CARACAS, Venezuela - Venezuelan security services scrambled on Monday to tackle a new threat on the streets of Caracas: Halloween-style pumpkins carrying messages of rebellion against President Hugo Chavez.
Local media showed heavily armed police and bomb experts surrounding one orange squash with a Halloween face and covered with stickers; others sprouted cables and wires making authorities wary they could be home-made explosives.
"We took preventative measures, as this could have been someone with another intention or an artifact that could have harmed someone," Investigative police division commissioner Jesus Gonzalez told local radio.
The pumpkins were found outside the state petrochemical company Pequiven and the offices of Chavez's political party with references to a constitutional article about civil resistance, local media reported. Chavez opponents often refer to Article 350 when calling for support of street protests.
The pumpkin alert came just weeks after authorities found scores of paper skeletons with anti-Chavez messages hanging from bridges and lampposts in Caracas. Police described them as a "Machiavellian" attempt to cause unrest.
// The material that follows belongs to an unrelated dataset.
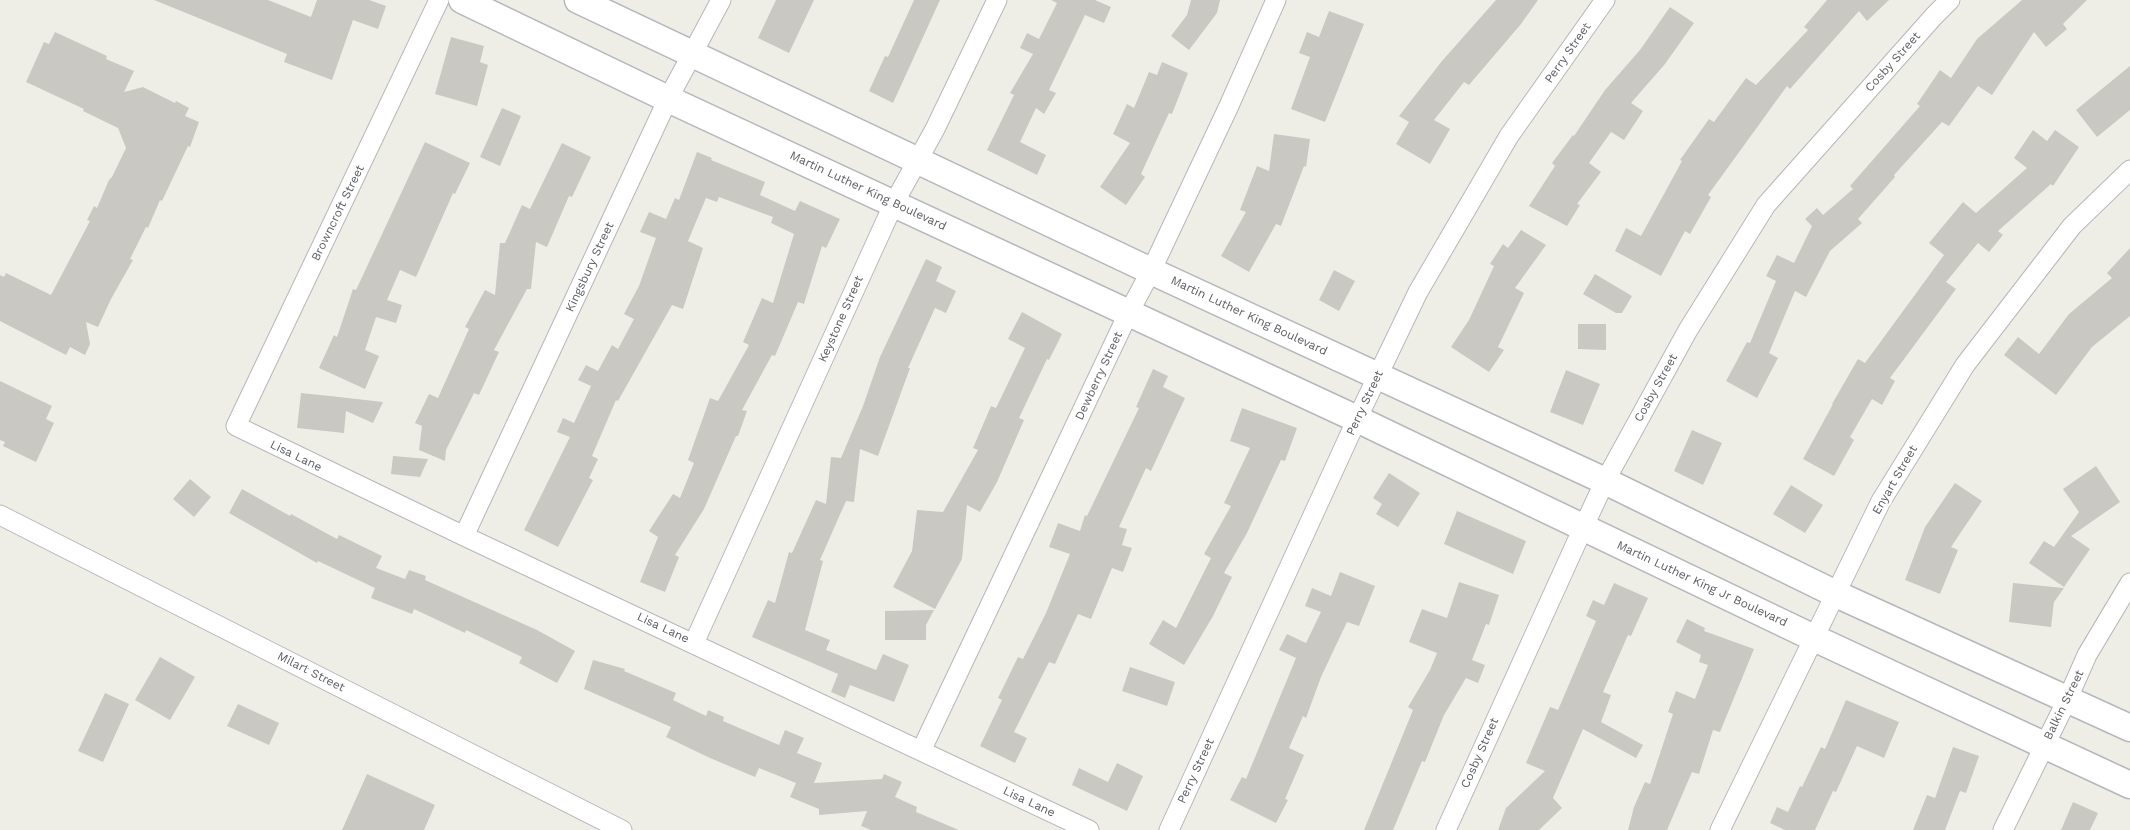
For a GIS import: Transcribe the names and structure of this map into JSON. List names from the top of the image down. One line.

Since surviving a 2002 coup, Chavez has often accused his opponents of working with Washington to topple his government or kill him. He faced months of protests by opponents who say he has dragged Venezuela towards Cuba-style communism.
Venezuela returned to relative political calm after Chavez won an August 2004 referendum and the former army paratrooper has since promised to promote a self-described socialist revolution in the world's No. 5 oil exporter.